Rewroted UTFDecoder to enable nothrow.

2014-07-22 03:31:56 +02:00 · 2014-07-22 03:31:56 +02:00 · 7affea320a
commit 7affea320a
parent 6e71d77e69
1 changed files with 47 additions and 40 deletions
--- a/source/dyaml/reader.d
+++ b/source/dyaml/reader.d
@ -312,33 +312,20 @@ final class Reader
                        new ReaderException("Special unicode characters are not allowed"));
            }
-            try for(size_t c = 0; chars && !decoder_.done;)
+            for(size_t c = 0; chars && !decoder_.done;)
            {
                const slice = decoder_.getDChars(chars);
                if(slice is null)
                {
                    const msg = decoder_.getAndClearErrorMessage();
                    throw new ReaderException(
                              "Unicode decoding error between bytes %s and %s : %s"
                              .format(oldPosition, decoder_.position, msg));
                }
                buffer_[oldLength + c .. oldLength + c + slice.length] = slice[];
                c += slice.length;
                chars -= slice.length;
            }
            catch(Exception e)
            {
                handleLoadCharsException(e, oldPosition);
            }
        }
        // Handle an exception thrown in loadChars method of any Reader.
        void handleLoadCharsException(Exception e, ulong oldPosition) @system
        {
            try{throw e;}
            catch(UTFException e)
            {
                const position = decoder_.position;
                throw new ReaderException(format("Unicode decoding error between bytes %s and %s : %s",
                                          oldPosition, position, e.msg));
            }
            catch(ReadException e)
            {
                throw new ReaderException(e.msg);
            }
        }
        // Code shared by loadEntireFile methods.
@ -421,6 +408,12 @@ struct UTFBlockDecoder(size_t bufferSize_) if (bufferSize_ % 2 == 0)
        // Buffer of decoded, UTF-32 characters.

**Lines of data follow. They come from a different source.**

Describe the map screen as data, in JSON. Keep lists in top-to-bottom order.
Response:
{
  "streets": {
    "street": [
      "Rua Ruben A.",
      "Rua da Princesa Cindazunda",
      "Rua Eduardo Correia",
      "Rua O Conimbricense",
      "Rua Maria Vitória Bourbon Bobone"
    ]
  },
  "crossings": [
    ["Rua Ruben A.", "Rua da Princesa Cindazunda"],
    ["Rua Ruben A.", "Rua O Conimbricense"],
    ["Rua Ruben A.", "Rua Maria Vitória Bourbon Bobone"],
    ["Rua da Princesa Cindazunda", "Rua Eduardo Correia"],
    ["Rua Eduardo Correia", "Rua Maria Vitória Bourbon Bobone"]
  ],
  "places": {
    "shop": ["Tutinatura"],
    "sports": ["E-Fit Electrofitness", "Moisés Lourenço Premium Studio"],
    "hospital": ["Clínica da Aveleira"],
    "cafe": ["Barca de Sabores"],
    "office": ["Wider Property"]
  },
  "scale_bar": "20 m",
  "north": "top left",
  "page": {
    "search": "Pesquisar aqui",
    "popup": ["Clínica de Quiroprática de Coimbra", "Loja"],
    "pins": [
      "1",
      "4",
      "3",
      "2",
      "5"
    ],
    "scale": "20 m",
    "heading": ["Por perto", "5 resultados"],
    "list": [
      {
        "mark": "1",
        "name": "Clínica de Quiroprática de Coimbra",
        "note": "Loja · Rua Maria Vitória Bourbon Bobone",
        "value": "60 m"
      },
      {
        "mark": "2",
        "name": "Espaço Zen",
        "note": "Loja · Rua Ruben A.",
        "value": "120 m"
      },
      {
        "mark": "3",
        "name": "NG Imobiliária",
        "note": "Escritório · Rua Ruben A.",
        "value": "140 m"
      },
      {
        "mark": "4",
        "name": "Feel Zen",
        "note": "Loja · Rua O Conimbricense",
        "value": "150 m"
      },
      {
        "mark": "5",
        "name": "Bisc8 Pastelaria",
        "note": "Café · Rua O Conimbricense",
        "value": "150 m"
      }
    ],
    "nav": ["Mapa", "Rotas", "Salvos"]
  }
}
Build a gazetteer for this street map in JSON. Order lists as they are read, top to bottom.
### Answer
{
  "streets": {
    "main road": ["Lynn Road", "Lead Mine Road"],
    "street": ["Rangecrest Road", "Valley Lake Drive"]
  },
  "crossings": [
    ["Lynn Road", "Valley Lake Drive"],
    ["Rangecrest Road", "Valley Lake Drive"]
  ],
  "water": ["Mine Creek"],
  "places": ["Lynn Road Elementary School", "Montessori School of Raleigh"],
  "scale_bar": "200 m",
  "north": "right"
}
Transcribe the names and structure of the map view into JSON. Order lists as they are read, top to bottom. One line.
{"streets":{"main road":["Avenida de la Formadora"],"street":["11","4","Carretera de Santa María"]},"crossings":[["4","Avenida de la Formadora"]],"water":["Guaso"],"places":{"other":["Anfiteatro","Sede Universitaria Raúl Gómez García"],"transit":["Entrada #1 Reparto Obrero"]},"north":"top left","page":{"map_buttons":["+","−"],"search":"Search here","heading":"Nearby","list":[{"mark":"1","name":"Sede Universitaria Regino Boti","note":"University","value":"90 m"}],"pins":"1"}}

This is a slice into decodedSpace_.
        dchar[] decoded_;
        // Current error message.
        //
        // To be fully nothrow, we use return values and the user (Reader) can check
        // for a detailed error message if they get an error return.
        string errorMessage_;
    public:
        /// Construct a UTFBlockDecoder decoding data from a buffer.
        this(ubyte[] buffer, UTFEncoding encoding) @trusted
@ -444,6 +437,17 @@ struct UTFBlockDecoder(size_t bufferSize_) if (bufferSize_ % 2 == 0)
        /// Get the current position in buffer.
        size_t position() @trusted { return inputAll_.length - input_.length; }
        /// Get the error message and clear it.
        ///
        /// Can only be used in case of an error return from e.g. getDChars().
        string getAndClearErrorMessage() @safe pure nothrow @nogc
        {
            assert(errorMessage_ !is null,
                   "Trying to get an error message when there's no error");
            const result = errorMessage_;
            errorMessage_ = null;
            return errorMessage_;
        }
        /// Are we done decoding?
        bool done() const pure @safe nothrow @nogc
@ -451,21 +455,6 @@ struct UTFBlockDecoder(size_t bufferSize_) if (bufferSize_ % 2 == 0)
            return rawUsed_ == 0 && decoded_.length == 0 && input_.length == 0;
        }
        /// Get next character.
        dchar getDChar()
            @safe
        {
            if(decoded_.length)
            {
                const result = decoded_[0];
                decoded_ = decoded_[1 .. $];
                return result;
            }
            assert(input_.length > 0 || rawUsed_ > 0);
            updateBuffer();
            return getDChar();
        }
        /// Get as many characters as possible, but at most maxChars. Slice returned will be invalidated in further calls.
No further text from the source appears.